By: Hannah Remmert
Within the last week, China, the United States, and Brazil have all ratified the Paris Agreement in a global effort to mitigate climate change.
You may recall an article that GreenHawks published last spring which questioned the Paris Agreement’s ability to create realistic solutions to mitigating climate change. One of the main problems with the Paris Agreement at the time was the lack of support shown by major countries responsible for a majority of the emissions, like the United States and China, who did not ratify the Agreement at that time.
This raised concern. Why should smaller countries who are producing a tiny fraction of the total global emissions spend the money and time to create new infrastructure and change the way their society functions, if larger countries can’t commit to doing the same? And if the smaller countries did follow through, how much of an impact would it even make on the amount of total emissions reduced if the largest emitters didn’t do their part?

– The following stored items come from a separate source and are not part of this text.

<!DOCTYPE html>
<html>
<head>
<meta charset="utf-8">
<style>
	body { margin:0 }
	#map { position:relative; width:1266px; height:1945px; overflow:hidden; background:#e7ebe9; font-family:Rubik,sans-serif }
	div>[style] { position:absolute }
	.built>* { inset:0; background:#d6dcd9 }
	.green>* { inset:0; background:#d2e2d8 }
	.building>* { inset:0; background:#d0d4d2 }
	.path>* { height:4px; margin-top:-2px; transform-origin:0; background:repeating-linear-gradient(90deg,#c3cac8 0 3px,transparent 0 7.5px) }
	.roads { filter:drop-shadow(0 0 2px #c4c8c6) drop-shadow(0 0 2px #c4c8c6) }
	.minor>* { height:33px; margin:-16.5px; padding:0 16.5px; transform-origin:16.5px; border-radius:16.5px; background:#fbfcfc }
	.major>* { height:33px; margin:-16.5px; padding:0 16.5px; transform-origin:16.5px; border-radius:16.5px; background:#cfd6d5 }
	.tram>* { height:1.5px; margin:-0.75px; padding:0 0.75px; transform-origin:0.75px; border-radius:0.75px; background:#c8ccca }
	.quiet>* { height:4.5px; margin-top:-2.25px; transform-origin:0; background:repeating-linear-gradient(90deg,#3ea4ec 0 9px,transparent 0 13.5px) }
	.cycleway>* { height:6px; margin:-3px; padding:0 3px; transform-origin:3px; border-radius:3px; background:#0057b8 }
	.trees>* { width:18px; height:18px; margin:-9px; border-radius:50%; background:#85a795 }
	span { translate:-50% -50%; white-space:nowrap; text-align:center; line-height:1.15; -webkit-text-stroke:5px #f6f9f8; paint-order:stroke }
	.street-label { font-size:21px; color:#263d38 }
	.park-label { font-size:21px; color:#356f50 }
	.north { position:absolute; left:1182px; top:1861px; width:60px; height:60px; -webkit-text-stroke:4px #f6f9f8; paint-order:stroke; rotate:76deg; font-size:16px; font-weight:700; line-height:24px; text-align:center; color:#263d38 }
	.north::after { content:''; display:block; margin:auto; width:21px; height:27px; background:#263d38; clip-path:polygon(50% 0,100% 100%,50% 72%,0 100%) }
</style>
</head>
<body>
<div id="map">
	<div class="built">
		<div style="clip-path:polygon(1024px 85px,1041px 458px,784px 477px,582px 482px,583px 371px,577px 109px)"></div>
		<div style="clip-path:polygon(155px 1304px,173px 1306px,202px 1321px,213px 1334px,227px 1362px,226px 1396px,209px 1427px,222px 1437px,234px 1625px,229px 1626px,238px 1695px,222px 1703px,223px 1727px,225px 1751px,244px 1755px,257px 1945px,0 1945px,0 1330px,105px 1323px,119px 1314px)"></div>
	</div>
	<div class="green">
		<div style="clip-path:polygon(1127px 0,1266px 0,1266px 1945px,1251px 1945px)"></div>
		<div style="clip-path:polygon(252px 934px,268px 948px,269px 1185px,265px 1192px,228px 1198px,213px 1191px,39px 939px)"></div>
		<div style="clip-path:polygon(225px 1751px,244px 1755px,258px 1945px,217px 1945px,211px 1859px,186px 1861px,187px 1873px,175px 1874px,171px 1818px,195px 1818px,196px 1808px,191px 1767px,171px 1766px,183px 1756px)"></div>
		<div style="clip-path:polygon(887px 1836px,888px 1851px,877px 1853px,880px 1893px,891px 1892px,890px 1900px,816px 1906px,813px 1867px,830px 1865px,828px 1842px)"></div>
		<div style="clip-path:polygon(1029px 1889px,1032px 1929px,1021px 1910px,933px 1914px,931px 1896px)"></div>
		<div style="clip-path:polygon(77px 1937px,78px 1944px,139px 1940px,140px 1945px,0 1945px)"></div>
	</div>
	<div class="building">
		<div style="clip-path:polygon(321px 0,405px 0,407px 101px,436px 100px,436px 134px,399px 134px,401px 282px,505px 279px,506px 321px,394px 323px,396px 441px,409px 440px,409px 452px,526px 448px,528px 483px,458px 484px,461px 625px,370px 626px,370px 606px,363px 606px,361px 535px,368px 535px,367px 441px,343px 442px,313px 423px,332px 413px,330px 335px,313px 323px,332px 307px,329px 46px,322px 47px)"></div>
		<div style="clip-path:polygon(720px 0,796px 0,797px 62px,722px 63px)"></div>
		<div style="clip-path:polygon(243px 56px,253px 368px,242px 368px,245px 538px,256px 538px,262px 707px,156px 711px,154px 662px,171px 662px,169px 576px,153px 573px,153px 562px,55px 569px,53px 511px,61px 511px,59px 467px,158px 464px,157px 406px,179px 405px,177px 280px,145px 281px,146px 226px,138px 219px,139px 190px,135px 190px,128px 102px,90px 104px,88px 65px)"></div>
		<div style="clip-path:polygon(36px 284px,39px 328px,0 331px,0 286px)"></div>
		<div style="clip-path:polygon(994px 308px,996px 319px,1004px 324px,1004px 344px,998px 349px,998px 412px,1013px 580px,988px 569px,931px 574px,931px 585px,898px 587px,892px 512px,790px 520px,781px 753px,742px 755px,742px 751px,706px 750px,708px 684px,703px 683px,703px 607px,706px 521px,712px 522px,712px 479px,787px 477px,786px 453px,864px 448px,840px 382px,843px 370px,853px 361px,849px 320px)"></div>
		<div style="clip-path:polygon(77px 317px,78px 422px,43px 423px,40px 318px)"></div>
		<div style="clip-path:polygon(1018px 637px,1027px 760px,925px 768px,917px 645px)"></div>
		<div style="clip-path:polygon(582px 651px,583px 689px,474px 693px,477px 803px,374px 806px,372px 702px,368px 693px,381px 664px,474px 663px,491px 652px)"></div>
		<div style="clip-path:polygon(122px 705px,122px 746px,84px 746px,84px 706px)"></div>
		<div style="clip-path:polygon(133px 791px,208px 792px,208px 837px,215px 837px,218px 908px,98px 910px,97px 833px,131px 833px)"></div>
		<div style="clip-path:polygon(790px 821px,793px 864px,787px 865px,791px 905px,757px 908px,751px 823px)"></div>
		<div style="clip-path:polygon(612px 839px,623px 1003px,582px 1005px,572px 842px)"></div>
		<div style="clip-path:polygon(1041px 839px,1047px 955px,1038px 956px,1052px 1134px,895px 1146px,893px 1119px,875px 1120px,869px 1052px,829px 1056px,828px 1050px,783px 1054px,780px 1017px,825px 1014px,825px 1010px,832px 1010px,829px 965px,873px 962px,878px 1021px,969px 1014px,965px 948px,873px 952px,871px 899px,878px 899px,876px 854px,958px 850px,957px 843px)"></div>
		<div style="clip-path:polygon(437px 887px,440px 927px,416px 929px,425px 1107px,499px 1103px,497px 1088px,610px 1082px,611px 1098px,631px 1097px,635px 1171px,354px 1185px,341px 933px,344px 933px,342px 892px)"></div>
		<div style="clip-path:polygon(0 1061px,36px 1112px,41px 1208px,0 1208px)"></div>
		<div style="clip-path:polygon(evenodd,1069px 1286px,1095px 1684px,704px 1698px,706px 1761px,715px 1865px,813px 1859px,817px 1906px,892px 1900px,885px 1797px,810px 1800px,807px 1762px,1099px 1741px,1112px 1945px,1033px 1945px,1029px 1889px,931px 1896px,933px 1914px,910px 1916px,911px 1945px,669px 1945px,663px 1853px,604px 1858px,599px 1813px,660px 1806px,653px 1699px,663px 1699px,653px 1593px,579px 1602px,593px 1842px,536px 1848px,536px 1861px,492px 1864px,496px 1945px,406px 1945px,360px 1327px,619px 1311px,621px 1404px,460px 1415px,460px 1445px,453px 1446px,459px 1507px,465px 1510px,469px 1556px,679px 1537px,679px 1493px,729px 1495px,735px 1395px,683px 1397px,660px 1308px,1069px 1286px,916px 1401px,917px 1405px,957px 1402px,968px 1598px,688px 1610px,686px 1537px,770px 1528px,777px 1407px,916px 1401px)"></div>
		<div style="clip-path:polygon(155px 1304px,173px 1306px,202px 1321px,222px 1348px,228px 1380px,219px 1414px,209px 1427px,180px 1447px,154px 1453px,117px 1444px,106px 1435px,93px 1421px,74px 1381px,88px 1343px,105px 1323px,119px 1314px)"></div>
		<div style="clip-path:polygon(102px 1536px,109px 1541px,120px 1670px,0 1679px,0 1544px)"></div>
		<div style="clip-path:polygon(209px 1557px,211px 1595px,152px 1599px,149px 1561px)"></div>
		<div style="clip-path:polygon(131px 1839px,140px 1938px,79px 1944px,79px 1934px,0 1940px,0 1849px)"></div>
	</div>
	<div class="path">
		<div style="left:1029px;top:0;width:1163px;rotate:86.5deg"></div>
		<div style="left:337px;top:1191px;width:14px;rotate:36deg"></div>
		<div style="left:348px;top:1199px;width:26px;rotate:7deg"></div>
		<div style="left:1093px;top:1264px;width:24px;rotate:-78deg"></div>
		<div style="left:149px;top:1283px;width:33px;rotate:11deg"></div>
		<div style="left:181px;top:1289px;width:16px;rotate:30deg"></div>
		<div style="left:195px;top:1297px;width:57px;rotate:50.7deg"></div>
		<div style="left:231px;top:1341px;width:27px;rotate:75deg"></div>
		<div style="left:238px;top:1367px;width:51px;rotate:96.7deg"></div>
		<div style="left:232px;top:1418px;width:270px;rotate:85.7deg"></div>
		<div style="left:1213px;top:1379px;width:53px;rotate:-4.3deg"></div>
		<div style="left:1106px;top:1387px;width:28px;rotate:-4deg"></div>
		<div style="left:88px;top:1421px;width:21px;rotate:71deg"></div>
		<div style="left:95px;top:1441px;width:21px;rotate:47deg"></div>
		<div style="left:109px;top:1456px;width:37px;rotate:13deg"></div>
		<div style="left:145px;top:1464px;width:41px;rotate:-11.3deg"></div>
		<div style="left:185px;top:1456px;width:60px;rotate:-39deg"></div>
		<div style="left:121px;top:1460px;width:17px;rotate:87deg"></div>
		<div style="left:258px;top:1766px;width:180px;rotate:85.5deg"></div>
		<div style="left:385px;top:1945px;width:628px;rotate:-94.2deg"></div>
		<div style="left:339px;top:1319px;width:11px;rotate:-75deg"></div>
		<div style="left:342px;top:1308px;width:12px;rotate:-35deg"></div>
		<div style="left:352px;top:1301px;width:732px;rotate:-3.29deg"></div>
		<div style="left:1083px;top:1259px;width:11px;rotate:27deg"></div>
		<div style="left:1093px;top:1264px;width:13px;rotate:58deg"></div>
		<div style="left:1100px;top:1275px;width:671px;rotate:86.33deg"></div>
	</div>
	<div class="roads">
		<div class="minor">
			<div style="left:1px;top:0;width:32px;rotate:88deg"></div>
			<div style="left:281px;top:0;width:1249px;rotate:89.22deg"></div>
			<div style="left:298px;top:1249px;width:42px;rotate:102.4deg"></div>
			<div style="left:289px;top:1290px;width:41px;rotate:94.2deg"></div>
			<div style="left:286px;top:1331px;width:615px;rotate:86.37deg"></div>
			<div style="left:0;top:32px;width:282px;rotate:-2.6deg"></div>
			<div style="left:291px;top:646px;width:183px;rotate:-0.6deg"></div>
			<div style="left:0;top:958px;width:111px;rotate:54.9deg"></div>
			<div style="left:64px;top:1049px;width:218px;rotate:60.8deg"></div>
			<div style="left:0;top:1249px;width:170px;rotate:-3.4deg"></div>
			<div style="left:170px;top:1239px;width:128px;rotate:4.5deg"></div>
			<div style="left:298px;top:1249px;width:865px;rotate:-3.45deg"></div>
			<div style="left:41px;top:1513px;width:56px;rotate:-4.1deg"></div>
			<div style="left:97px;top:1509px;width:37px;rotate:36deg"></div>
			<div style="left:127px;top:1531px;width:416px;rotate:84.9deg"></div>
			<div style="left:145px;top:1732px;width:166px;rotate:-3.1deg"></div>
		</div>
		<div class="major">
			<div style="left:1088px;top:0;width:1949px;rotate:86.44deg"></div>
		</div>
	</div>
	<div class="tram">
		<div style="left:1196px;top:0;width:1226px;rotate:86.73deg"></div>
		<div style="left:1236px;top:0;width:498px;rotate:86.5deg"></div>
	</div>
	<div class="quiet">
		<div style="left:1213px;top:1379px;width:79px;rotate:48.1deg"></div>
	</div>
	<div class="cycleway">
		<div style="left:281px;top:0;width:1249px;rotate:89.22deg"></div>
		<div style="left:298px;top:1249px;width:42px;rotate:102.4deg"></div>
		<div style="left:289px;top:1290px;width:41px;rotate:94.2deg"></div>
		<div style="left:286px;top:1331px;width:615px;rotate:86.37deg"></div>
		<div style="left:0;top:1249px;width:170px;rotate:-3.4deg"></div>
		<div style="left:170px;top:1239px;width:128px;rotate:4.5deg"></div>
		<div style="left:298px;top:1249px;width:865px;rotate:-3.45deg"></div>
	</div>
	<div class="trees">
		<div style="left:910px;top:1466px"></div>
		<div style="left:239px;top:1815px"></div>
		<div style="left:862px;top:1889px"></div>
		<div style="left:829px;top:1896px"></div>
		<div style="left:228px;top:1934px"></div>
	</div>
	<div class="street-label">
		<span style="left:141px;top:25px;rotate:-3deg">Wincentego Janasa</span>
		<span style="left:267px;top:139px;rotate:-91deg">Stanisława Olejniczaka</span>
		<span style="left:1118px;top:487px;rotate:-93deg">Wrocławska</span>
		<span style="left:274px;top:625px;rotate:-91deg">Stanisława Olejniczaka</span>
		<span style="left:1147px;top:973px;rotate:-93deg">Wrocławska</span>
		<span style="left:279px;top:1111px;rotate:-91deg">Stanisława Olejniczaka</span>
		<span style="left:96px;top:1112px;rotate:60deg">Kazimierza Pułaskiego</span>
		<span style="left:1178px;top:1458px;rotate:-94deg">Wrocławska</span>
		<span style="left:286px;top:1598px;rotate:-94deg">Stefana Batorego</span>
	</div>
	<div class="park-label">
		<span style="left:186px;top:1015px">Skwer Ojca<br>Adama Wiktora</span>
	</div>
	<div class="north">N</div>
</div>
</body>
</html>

However, the ratification system that was put into place will hopefully eliminate many of these potential problems. As stated on climateanalytics.org, “The Paris Agreement enters into force thirty days after ratification by at least 55 countries and by countries representing at least 55% of global emissions. It will become legally binding for those countries that sign and ratify it, once it has entered into force.”
Now that China (responsible for 20.09% of global emissions), the United States (responsible for 17.89% of global emissions), and Brazil (the largest emitter in Latin America, responsible for 2.48% of global emissions) have ratified, countries responsible for 39.10% of the total global emissions have committed.
Since this all happened in the last week, it’s likely that other countries will follow suit in the near future. Hopefully now that our global leaders have formally ratified, small countries will feel like ratification is a less risky move. Currently, 28 countries have ratified, which means we need 27 more countries who represent 10.90% of total emissions to ratify before the Paris Agreement will go into effect.
Dr. Sarah Dumyahn, lecturer in the Miami University Institute for the Environment and Sustainability, agrees that the recent ratifications have the potential to create positive change
“This is a really important step taken by both countries and it demonstrates the needed commitment to tackle greenhouse gas emissions. Having the two largest greenhouse gas emitters ratify before many others sends the right message that these countries are willing to be leaders in this issue. This is a very positive change from previous efforts at an international agreement, so I am optimistic that the Paris Agreement will serve as a turning point for international climate action.”
As President Obama said in his ratification remarks, “Someday, we may see this as the moment that we finally decided to save our planet.”
Mr. President, I hope you’re correct.